Speculative capital includes the funds which an investor put away for the sole purpose of speculation. It means that those funds are intended for high risk/high reward investments. As a result, traders often associate this capital with extreme volatility, as well as a high probability of loss. Most speculators have short-term investment horizons. Thus, they often use high degrees of leverage to obtain profits.
Speculative capital is the opposite of patient capital as investors intend later to be long-term and oriented to well-researched investments.
Considering the above-average probability of loss in speculative trading, it is especially important to stay emotionally unattached to certain trades and exercise good risk management. Novice investors often hold onto a position until it loses nearly all of its value.

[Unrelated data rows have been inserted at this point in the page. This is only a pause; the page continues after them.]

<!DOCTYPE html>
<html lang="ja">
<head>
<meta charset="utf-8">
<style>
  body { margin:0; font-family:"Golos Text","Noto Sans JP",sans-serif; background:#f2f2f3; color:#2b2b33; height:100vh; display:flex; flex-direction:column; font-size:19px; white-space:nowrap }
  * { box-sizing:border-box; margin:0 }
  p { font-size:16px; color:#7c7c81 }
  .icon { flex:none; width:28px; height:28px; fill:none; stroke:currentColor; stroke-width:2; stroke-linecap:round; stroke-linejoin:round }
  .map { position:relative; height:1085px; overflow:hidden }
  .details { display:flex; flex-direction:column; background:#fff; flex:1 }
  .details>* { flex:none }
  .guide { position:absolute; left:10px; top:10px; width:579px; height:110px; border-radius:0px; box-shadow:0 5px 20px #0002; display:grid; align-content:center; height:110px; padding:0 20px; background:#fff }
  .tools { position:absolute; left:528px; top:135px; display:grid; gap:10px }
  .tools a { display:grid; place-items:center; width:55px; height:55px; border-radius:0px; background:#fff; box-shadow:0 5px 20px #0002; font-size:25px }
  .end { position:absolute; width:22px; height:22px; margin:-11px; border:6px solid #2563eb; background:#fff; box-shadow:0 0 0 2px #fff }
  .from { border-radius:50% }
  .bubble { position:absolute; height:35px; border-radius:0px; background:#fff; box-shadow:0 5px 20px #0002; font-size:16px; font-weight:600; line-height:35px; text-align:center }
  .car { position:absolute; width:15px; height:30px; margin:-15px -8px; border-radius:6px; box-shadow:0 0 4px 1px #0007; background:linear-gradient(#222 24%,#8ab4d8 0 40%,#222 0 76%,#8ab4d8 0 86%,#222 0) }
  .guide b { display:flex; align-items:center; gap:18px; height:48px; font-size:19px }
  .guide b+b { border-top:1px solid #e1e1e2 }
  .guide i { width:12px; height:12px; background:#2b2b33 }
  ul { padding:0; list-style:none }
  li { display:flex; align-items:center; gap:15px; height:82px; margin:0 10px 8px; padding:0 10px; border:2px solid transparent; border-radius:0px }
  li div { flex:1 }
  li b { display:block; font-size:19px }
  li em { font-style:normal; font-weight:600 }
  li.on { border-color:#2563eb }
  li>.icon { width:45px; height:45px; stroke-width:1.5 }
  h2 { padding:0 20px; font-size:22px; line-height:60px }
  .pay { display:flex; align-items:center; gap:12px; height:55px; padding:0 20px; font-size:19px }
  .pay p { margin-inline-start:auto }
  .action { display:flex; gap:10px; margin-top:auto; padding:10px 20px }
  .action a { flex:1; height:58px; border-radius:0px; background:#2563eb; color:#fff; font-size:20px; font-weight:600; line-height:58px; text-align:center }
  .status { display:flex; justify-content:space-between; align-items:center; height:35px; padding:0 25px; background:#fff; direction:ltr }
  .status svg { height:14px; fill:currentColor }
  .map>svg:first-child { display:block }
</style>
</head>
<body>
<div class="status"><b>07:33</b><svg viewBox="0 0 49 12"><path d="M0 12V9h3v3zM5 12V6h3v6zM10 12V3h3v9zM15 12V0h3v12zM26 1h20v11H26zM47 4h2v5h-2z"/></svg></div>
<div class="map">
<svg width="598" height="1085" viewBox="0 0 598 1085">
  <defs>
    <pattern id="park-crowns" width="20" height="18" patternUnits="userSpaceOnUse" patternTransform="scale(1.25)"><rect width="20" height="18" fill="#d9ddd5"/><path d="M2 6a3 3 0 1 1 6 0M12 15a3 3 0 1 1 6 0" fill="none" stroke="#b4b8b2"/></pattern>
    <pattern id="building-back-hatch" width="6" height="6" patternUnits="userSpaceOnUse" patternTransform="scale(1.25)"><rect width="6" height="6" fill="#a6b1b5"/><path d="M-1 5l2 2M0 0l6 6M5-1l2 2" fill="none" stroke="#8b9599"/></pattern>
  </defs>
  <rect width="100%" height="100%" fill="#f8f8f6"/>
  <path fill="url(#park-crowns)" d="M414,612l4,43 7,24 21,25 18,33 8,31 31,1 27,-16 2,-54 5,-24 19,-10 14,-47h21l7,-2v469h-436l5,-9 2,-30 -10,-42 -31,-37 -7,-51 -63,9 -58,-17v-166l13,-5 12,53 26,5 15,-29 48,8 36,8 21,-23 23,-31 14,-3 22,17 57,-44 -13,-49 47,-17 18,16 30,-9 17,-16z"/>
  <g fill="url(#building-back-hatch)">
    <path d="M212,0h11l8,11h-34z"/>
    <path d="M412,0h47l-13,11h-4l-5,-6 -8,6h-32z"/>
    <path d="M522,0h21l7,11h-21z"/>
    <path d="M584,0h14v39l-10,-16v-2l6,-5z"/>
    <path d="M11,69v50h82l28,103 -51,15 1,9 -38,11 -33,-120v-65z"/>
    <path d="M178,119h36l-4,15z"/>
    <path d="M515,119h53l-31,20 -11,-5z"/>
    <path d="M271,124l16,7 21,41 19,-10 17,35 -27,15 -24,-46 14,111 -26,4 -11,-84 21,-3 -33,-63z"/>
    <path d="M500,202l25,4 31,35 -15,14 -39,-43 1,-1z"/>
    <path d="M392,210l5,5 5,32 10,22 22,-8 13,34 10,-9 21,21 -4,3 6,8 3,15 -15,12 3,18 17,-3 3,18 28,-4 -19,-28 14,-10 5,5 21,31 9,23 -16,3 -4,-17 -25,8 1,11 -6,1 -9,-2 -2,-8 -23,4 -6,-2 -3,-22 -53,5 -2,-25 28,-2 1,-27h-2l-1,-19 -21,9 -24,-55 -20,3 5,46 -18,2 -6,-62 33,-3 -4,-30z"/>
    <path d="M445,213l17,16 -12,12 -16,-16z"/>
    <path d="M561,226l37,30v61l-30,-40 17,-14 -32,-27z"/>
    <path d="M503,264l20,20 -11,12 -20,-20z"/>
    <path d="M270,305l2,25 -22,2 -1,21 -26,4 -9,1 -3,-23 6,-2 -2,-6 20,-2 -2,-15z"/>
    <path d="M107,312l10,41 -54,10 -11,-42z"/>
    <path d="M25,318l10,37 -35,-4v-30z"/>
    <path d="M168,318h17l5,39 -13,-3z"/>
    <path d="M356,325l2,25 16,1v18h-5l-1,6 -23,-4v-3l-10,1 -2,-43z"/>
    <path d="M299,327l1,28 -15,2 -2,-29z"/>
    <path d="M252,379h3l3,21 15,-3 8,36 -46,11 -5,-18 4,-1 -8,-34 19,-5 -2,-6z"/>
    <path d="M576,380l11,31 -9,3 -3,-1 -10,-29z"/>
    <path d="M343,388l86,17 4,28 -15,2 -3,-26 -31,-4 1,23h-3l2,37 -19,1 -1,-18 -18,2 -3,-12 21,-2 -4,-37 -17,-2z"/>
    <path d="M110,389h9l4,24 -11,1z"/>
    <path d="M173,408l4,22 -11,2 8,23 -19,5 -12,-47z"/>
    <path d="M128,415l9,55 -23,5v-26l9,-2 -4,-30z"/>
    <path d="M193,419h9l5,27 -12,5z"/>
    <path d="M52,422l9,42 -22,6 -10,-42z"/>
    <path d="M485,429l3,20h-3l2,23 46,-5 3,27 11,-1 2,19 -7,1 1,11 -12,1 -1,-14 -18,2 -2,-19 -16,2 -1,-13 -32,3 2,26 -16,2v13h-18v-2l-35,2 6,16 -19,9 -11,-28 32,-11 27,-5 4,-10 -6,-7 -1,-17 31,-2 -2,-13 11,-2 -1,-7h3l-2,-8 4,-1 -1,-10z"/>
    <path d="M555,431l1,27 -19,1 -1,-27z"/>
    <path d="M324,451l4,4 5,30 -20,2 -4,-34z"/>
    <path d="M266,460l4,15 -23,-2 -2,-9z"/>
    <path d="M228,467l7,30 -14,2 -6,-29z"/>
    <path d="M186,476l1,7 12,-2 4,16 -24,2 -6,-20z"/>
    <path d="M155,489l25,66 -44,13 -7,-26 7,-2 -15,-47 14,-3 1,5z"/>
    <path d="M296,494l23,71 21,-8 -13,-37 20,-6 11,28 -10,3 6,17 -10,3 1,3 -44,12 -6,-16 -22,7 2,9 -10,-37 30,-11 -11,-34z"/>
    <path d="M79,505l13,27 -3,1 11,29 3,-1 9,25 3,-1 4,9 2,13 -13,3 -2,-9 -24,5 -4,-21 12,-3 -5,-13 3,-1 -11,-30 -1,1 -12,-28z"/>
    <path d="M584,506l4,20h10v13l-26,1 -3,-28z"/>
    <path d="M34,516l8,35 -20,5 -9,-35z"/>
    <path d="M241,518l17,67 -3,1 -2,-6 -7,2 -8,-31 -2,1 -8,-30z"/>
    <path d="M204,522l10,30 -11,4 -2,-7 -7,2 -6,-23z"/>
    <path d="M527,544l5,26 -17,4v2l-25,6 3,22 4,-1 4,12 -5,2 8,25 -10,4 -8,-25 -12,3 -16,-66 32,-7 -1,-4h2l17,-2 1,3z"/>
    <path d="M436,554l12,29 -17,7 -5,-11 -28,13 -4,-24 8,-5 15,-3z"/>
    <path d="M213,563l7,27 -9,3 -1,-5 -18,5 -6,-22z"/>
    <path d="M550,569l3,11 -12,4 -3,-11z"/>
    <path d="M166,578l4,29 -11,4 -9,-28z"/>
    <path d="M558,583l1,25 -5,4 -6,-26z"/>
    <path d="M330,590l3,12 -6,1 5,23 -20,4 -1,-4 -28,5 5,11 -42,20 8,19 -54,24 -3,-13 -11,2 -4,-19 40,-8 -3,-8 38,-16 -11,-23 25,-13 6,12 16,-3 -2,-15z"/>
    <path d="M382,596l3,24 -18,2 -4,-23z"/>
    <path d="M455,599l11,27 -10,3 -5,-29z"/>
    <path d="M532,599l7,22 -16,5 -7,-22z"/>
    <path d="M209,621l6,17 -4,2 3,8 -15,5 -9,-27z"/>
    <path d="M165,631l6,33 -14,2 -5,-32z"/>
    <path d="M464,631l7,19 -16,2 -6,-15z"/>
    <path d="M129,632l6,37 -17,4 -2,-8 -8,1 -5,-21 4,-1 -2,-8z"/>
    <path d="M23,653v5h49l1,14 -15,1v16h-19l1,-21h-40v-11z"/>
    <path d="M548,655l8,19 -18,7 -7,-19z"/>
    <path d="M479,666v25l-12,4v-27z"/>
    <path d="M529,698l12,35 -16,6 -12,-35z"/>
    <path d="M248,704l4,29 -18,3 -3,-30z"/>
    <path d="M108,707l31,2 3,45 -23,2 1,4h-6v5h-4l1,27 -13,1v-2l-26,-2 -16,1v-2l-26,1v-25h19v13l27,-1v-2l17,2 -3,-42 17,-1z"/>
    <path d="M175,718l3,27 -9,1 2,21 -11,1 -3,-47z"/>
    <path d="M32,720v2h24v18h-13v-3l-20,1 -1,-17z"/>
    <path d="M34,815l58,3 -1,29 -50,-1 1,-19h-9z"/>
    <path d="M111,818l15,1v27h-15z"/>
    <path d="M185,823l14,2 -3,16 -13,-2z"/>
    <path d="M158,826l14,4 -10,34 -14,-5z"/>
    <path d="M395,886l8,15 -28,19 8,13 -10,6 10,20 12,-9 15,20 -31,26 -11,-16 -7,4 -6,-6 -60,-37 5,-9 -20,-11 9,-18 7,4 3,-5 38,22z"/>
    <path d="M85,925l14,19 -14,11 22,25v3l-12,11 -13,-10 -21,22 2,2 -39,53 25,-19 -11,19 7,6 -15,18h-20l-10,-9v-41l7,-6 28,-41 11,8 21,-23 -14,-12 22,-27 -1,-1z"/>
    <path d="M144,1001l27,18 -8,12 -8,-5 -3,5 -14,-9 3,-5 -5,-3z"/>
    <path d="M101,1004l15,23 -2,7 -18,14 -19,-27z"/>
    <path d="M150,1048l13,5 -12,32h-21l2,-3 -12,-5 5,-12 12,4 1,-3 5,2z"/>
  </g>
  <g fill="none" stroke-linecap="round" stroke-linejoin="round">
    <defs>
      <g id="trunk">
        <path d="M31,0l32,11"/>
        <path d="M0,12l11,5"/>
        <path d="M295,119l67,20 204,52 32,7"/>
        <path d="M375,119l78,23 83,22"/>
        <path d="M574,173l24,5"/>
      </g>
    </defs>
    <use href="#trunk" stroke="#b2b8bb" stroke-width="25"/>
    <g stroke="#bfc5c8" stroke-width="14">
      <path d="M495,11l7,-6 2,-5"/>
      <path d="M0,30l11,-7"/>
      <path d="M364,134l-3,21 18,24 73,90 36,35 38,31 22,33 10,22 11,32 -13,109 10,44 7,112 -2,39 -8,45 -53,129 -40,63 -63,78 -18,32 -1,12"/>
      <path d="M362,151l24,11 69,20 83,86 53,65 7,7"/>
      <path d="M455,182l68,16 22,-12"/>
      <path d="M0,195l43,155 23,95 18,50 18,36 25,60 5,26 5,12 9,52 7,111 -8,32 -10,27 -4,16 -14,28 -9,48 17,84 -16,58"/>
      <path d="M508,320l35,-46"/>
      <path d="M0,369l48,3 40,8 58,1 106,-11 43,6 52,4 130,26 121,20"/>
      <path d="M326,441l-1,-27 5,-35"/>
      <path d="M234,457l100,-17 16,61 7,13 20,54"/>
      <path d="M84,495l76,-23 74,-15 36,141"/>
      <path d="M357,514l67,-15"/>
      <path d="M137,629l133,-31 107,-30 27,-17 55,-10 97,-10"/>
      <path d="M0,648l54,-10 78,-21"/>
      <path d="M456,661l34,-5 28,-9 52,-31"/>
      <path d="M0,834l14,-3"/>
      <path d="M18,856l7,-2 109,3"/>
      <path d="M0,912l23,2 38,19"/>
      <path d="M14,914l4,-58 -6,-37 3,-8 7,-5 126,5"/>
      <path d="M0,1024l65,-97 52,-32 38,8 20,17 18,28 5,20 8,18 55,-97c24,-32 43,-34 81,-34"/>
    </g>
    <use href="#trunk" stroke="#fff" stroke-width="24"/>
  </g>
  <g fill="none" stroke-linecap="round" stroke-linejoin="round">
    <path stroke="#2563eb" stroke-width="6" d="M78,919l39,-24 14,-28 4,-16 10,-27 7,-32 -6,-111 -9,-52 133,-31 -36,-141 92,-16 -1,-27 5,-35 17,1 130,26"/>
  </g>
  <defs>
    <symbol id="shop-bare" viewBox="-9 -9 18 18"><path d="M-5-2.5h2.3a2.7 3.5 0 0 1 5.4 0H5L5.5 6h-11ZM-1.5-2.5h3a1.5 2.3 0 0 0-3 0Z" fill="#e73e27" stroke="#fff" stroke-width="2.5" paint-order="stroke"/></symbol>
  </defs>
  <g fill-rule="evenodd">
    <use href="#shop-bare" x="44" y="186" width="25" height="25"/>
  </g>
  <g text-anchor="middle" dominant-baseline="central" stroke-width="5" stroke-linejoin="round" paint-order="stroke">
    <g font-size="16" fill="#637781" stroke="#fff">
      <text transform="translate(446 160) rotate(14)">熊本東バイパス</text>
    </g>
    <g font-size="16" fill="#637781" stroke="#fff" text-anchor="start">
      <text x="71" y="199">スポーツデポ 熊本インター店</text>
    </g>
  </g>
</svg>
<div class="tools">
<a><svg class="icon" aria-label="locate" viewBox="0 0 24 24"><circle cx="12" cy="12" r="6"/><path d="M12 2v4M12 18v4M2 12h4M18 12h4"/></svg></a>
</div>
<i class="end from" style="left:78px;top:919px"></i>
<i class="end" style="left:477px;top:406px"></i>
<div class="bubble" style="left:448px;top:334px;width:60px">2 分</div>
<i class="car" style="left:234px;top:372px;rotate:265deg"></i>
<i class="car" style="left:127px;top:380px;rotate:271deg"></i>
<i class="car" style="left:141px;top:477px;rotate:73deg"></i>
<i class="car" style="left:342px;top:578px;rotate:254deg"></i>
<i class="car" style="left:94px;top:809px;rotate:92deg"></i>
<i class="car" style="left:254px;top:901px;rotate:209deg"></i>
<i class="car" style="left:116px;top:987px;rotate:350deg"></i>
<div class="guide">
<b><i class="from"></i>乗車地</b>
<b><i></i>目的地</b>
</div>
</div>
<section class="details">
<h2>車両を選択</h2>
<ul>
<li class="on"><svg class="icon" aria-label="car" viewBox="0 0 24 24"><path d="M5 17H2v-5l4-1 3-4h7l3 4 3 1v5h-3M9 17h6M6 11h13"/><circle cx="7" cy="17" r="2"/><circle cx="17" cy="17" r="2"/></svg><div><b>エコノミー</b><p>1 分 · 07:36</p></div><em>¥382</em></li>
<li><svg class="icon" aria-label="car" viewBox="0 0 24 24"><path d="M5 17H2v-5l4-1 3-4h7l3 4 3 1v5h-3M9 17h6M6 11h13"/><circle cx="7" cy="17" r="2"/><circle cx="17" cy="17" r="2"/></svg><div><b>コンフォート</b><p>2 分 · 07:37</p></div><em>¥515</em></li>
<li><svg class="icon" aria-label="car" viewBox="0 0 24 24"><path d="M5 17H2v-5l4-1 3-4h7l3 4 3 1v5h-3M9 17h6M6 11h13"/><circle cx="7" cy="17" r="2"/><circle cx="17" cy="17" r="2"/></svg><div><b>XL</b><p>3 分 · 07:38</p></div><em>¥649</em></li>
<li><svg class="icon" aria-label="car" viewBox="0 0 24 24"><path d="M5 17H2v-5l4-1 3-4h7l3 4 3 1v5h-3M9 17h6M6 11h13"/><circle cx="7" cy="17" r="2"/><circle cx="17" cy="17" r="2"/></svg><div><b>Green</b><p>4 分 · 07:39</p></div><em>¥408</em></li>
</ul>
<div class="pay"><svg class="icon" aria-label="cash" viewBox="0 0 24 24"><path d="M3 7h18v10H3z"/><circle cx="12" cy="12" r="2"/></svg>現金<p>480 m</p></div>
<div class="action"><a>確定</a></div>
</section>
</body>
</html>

However, in the light of their limited experience, amateur traders should regard all their tradable capital as speculative capital. In other words, they should only invest whatever amount of money they can afford to lose without taking serious material casualties.
How much amount should the speculative capital include?
When it comes to risk tolerance and financial goals, all investors are different. So, the amount of “speculative” capital will vary widely across investor archetypes.
It’s maybe better to identify speculative capital with the amount an investor is willing to lose without jeopardizing their financial goals or investment plans. In fact, whenever there is a chance for loss, a trader is speculating. Even default-free government T-bills may be speculative as in that case, investors are speculating on inflation.
Some traders use mental accounting to achieve success. It is a common strategy that refers to the tendency people have to separate their money into different accounts. Such separation is usually based on miscellaneous subjective criteria, including the intended use for each account or the source of the money.
In theory, individuals may assign different functions to each asset group, and the result can be a detrimental and irrational set of behaviors. Some investors prefer to chase trends. So, a financial planner can earmark a certain portion of inflows or assets for speculative transactions. This approach satisfies investors’ desires for chasing returns while not risking an entire portfolio.